True, it is not REALLY a problem. Or not a big one, in any case. But it is hard not to find it somewhat inconsistent, when a major (read: MAJOR) outdoors and sporting goods retailer has “women’s clothing” and “men’s clothing” as equal but separate items on the navigation bar, but then under “camping & hiking”/sleeping bags/ lists: down, synthetic, women’s down, women’s synthetic …
Again, it’s not a huge issue. But think about how odd it would be to list: clothing: pants, women’s pants; shoes, women’s shoes. We naturally accept that men’s clothing and shoes will be different from women’s clothing and shoes, and that neither has any priority over the other. They are different, but equal. But this is clearly not the assumption that informs the category distinctions for sleeping bags. We don’t find: Men’s sleeping bags, women’s sleeping bags.
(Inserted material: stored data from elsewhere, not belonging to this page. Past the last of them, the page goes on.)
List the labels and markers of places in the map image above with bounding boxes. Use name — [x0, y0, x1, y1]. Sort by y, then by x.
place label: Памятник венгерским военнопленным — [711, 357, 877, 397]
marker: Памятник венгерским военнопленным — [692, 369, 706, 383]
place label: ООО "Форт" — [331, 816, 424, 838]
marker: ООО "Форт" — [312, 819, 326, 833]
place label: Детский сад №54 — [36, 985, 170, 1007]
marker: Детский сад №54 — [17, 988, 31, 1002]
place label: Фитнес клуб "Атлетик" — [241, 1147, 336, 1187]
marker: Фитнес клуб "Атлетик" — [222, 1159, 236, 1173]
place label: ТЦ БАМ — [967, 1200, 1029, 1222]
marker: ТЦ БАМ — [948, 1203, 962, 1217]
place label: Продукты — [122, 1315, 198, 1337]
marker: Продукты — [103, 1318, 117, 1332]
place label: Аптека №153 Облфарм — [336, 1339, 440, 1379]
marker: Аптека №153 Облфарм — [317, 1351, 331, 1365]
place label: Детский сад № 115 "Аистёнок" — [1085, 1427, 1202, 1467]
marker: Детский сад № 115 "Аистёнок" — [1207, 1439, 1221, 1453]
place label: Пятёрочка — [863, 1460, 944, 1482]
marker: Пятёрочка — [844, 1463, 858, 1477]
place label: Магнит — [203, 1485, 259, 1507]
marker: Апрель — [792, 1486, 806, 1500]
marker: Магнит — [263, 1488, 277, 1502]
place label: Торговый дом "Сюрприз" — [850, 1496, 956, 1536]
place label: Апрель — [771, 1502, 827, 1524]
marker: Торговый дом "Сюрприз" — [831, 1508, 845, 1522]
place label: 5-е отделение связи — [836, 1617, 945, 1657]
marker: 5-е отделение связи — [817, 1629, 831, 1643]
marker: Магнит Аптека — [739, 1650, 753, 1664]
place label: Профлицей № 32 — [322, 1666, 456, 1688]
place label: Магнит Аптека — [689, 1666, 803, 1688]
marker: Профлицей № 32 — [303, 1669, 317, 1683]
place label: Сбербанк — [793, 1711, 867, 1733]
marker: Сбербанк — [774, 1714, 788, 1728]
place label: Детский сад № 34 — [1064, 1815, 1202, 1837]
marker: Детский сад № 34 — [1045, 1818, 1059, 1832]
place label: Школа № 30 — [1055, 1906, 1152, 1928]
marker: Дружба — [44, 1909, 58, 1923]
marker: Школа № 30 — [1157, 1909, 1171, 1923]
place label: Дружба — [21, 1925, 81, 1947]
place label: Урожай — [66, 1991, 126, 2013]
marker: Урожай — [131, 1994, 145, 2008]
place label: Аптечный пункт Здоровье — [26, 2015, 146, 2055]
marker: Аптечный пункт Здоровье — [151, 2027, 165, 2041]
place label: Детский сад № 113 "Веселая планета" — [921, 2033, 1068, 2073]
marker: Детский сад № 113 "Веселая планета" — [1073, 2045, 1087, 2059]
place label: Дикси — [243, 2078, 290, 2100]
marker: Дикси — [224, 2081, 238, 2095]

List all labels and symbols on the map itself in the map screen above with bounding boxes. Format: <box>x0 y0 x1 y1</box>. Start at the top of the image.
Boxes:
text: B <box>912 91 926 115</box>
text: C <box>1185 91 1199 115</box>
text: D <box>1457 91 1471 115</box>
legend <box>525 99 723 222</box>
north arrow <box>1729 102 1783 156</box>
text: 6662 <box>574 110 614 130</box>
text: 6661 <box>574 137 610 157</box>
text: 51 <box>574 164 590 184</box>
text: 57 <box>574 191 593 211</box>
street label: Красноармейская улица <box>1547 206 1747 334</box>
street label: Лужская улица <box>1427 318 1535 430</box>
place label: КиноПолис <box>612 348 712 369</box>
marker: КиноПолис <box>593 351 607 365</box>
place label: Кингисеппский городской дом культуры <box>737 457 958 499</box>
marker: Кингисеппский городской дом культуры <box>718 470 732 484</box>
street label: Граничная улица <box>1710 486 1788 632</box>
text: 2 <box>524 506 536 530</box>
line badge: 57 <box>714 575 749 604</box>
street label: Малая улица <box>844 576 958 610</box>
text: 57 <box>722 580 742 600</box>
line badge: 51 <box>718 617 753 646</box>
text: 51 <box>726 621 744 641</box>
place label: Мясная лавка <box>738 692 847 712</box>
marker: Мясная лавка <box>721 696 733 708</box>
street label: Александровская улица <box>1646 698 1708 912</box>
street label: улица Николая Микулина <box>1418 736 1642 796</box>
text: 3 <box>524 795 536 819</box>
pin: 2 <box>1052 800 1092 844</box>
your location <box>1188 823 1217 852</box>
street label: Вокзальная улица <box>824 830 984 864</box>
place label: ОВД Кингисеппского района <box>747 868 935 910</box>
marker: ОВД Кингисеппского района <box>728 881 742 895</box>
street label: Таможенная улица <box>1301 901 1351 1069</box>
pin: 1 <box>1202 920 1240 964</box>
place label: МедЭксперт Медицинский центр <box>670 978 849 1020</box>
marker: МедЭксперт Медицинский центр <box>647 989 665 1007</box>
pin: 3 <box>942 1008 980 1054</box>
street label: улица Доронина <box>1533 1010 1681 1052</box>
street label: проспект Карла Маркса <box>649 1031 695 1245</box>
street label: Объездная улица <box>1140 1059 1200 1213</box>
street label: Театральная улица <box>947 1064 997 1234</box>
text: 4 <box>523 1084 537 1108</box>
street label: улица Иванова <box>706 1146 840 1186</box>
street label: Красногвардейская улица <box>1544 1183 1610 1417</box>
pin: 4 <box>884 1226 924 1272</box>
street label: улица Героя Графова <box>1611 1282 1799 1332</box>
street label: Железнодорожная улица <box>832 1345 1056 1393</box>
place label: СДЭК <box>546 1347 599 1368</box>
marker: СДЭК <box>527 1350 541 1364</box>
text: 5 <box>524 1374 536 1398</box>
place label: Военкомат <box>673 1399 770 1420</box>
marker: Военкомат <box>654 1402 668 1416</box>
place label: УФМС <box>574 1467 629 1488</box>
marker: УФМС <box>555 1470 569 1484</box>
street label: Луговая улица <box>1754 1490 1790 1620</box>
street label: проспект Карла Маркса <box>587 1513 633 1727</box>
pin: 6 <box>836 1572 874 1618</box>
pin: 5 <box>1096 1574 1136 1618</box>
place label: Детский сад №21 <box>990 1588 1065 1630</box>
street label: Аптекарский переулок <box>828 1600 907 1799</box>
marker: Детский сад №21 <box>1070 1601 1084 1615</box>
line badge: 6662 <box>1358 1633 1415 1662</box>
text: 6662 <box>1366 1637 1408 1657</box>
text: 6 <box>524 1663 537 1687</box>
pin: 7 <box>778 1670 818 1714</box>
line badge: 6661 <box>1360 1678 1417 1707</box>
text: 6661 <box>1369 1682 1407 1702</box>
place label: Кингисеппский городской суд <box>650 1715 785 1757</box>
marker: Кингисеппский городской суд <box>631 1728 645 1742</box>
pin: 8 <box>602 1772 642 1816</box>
This is especially annoying since the differences between sleeping bags for men and sleeping bags for women are not that different from the differences between men and women that justify the distinction between men’s and women’s clothing: body shape, metabolism rate, height… They are differences that nobody would (or should, at any rate) deny. Men are, on average, taller than women, their metabolisms are faster etc. This is especially true for outdoor clothing and gear, since typical social clothing norms aren’t in play: both men and women tend to hike in pants/shorts and boots, not high heels and skirts.
It is of course not really surprising or hard to explain why the category distinctions are what they are. The distinction between men’s clothing and women’s clothing is socially well entrenched, not something introduced recently on the basis of biological discoveries. The differences in metabolism rate on the other hand, have only recently begun to inform the design of sleeping bags (although even sleeping bag designers must have known about the differences in body shape). More importantly, you might think, it is only recently that women have become interested in sleeping bags. But that applies only to some sporting goods.
Even so, it seems that the honest thing to do would be this: if, through costumer surveys, studies or other research you come to the conclusion that the differences between men and women are such as to make it advisable to have separate products for each gender, then you should consequently assume that so far you’ve designed not sleeping bags, but men’s sleeping bags (for example), while now you are designing men’s sleeping bags and women’s sleeping bags. Don’t suggest, through labeling, that so far you’ve been designing sleeping bags, while now you are also designing women’s sleeping bags. The latter suggests that women’s needs are special, non-mainstream needs. But calling women’s needs special is effectively to define men’s needs as normal. And since we are talking about roughly 50% of the population in each case, this assignment is just arbitrary.